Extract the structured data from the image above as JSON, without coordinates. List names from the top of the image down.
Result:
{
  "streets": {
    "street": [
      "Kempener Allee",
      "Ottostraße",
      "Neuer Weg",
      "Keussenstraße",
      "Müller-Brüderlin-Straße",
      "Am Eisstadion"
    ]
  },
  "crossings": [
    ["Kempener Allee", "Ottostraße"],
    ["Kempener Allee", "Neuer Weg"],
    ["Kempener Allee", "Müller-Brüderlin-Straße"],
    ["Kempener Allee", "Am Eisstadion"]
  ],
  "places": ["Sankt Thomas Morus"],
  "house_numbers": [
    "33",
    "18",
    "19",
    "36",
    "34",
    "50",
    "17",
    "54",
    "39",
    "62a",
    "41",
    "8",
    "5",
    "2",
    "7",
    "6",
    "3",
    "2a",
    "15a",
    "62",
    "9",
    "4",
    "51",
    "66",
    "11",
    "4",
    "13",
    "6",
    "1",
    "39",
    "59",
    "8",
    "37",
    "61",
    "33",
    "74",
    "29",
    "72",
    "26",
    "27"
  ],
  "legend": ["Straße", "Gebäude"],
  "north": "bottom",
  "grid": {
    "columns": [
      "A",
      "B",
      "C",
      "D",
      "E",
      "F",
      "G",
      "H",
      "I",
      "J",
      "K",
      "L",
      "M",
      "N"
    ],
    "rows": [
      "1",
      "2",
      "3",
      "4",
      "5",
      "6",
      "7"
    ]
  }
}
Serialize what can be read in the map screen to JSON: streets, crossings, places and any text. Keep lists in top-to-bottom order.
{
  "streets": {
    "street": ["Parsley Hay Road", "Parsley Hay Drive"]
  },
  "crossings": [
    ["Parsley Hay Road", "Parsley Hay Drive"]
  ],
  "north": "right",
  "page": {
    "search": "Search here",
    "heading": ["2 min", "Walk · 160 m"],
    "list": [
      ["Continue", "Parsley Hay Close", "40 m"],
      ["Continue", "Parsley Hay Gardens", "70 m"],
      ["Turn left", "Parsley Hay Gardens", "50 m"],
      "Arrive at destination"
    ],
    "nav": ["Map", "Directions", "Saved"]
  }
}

━━━━━━━━

Give back every entry above, complete and exact.

Extract the structured data from the image above as JSON, without coordinates. List names from the top of the image down.
Result:
{
  "streets": {
    "street": [
      "Kempener Allee",
      "Ottostraße",
      "Neuer Weg",
      "Keussenstraße",
      "Müller-Brüderlin-Straße",
      "Am Eisstadion"
    ]
  },
  "crossings": [
    ["Kempener Allee", "Ottostraße"],
    ["Kempener Allee", "Neuer Weg"],
    ["Kempener Allee", "Müller-Brüderlin-Straße"],
    ["Kempener Allee", "Am Eisstadion"]
  ],
  "places": ["Sankt Thomas Morus"],
  "house_numbers": [
    "33",
    "18",
    "19",
    "36",
    "34",
    "50",
    "17",
    "54",
    "39",
    "62a",
    "41",
    "8",
    "5",
    "2",
    "7",
    "6",
    "3",
    "2a",
    "15a",
    "62",
    "9",
    "4",
    "51",
    "66",
    "11",
    "4",
    "13",
    "6",
    "1",
    "39",
    "59",
    "8",
    "37",
    "61",
    "33",
    "74",
    "29",
    "72",
    "26",
    "27"
  ],
  "legend": ["Straße", "Gebäude"],
  "north": "bottom",
  "grid": {
    "columns": [
      "A",
      "B",
      "C",
      "D",
      "E",
      "F",
      "G",
      "H",
      "I",
      "J",
      "K",
      "L",
      "M",
      "N"
    ],
    "rows": [
      "1",
      "2",
      "3",
      "4",
      "5",
      "6",
      "7"
    ]
  }
}
Serialize what can be read in the map screen to JSON: streets, crossings, places and any text. Keep lists in top-to-bottom order.
{
  "streets": {
    "street": ["Parsley Hay Road", "Parsley Hay Drive"]
  },
  "crossings": [
    ["Parsley Hay Road", "Parsley Hay Drive"]
  ],
  "north": "right",
  "page": {
    "search": "Search here",
    "heading": ["2 min", "Walk · 160 m"],
    "list": [
      ["Continue", "Parsley Hay Close", "40 m"],
      ["Continue", "Parsley Hay Gardens", "70 m"],
      ["Turn left", "Parsley Hay Gardens", "50 m"],
      "Arrive at destination"
    ],
    "nav": ["Map", "Directions", "Saved"]
  }
}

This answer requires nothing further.